Your instructions: Search the records for "labels". Copy every line where it appears.

Segment Open

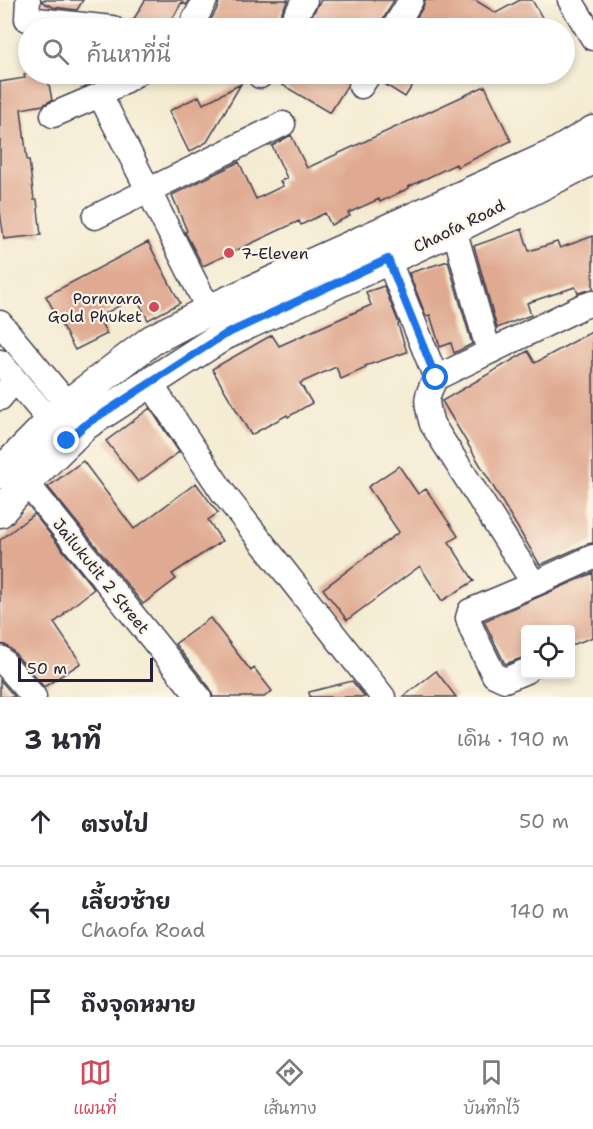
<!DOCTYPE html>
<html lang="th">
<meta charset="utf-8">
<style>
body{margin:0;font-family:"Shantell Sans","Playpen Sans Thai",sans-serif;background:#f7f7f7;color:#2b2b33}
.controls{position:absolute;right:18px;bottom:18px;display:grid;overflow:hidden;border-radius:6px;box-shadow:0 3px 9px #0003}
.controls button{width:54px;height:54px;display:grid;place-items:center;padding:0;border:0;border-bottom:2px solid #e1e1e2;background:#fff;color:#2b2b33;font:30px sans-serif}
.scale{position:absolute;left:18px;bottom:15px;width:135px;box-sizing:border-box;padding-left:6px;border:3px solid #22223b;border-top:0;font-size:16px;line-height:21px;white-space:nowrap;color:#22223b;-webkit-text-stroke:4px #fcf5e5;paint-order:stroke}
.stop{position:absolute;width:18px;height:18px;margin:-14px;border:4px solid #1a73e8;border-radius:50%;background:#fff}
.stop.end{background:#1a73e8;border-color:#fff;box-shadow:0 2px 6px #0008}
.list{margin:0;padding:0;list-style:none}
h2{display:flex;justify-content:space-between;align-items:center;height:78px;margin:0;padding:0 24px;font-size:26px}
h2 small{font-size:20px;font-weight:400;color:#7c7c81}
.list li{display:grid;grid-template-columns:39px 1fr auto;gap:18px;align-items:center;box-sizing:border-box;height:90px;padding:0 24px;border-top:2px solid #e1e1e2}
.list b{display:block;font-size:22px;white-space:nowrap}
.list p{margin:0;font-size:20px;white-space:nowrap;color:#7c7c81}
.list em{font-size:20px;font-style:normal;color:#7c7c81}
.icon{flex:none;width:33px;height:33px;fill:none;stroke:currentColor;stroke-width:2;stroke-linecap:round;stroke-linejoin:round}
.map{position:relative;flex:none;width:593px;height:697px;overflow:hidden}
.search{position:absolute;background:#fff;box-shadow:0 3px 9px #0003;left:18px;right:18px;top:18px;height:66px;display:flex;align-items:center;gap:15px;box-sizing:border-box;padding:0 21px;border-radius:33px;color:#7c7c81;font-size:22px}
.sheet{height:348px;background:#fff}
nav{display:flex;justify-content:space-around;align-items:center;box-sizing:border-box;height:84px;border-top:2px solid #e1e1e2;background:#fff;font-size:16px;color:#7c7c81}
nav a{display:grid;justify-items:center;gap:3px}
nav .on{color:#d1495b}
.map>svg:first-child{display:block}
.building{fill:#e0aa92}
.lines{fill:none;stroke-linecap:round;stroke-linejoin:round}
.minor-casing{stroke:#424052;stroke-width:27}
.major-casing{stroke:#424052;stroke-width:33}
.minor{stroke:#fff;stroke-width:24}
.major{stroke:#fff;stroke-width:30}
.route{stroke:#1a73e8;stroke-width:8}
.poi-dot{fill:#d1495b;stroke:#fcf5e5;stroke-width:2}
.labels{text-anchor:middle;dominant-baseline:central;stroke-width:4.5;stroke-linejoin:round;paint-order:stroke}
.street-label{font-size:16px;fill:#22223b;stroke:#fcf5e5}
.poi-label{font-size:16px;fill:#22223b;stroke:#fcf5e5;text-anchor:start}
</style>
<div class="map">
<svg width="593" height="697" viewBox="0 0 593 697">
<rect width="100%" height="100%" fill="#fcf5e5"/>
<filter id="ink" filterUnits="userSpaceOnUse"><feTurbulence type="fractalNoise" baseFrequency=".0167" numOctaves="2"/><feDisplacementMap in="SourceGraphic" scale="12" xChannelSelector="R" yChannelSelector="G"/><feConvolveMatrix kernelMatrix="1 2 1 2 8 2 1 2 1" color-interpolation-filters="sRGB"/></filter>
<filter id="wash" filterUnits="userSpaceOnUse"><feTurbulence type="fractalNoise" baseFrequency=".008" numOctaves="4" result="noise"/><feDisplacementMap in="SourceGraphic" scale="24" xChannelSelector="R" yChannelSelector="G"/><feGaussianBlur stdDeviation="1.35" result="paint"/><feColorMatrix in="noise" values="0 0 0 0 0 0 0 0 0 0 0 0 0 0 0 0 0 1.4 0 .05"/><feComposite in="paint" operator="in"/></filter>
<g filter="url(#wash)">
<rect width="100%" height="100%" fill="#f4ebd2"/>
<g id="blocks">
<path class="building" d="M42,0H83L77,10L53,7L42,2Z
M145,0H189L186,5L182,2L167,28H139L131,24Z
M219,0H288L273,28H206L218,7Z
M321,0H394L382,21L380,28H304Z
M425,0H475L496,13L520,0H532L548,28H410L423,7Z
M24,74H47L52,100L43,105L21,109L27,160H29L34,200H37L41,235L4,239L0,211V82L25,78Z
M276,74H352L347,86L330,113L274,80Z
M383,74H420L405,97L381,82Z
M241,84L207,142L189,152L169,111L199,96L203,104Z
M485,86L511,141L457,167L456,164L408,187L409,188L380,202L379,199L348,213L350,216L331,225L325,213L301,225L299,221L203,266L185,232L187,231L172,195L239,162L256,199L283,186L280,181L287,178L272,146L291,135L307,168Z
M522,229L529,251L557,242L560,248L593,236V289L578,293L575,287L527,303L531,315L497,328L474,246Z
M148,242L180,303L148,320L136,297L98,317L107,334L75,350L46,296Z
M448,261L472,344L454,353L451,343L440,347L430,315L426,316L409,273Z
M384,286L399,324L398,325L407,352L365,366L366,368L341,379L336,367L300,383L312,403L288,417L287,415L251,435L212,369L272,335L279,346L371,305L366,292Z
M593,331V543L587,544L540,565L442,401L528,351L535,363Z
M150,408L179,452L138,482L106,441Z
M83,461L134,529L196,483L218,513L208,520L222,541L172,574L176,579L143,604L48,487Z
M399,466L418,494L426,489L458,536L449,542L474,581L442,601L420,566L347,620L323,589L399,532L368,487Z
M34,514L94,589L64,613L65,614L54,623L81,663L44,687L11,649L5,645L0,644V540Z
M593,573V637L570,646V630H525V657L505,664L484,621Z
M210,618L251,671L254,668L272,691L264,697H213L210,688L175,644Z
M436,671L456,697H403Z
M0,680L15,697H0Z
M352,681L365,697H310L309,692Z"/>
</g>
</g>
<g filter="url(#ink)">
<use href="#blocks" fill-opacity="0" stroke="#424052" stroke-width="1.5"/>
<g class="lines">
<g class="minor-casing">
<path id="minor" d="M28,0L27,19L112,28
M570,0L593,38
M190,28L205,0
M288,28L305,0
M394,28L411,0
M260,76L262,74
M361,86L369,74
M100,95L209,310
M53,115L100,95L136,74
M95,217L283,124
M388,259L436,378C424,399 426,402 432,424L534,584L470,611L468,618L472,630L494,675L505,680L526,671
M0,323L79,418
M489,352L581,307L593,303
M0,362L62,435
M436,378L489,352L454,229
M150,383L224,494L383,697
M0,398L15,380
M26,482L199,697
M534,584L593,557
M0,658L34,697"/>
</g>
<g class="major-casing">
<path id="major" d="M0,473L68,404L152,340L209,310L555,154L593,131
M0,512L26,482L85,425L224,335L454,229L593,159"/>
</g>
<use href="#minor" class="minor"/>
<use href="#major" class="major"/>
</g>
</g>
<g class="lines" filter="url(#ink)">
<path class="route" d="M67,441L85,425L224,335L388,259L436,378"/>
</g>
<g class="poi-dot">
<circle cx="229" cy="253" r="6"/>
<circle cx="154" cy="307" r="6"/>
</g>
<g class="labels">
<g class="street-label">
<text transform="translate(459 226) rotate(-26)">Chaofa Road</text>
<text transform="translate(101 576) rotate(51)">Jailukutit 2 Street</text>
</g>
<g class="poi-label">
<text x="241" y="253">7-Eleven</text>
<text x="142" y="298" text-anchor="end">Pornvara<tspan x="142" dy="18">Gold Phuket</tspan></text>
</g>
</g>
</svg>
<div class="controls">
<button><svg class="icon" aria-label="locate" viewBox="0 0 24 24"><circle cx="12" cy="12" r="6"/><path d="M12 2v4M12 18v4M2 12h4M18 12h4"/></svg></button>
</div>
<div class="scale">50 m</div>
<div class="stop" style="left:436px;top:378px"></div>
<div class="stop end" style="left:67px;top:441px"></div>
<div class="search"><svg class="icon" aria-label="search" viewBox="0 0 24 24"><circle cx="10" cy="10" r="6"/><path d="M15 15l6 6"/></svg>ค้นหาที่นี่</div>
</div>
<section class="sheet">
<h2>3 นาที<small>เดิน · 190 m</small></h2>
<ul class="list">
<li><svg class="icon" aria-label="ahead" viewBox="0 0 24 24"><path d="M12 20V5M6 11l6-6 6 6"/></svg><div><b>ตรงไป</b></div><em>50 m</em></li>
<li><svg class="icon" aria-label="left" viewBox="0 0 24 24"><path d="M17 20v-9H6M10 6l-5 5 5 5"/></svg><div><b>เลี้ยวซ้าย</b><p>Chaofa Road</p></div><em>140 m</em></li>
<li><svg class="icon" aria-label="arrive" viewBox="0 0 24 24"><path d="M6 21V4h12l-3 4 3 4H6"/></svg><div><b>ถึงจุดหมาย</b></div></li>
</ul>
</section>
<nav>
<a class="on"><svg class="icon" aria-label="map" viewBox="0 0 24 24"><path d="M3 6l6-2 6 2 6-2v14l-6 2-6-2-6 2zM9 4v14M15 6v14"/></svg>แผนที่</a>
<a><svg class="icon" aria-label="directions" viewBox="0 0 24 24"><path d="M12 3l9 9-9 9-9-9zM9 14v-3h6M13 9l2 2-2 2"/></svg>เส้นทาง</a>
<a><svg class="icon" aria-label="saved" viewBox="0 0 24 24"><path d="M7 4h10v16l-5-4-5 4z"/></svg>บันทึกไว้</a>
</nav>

Segment Closed

Response to the exercise:
.labels{text-anchor:middle;dominant-baseline:central;stroke-width:4.5;stroke-linejoin:round;paint-order:stroke}
<g class="labels">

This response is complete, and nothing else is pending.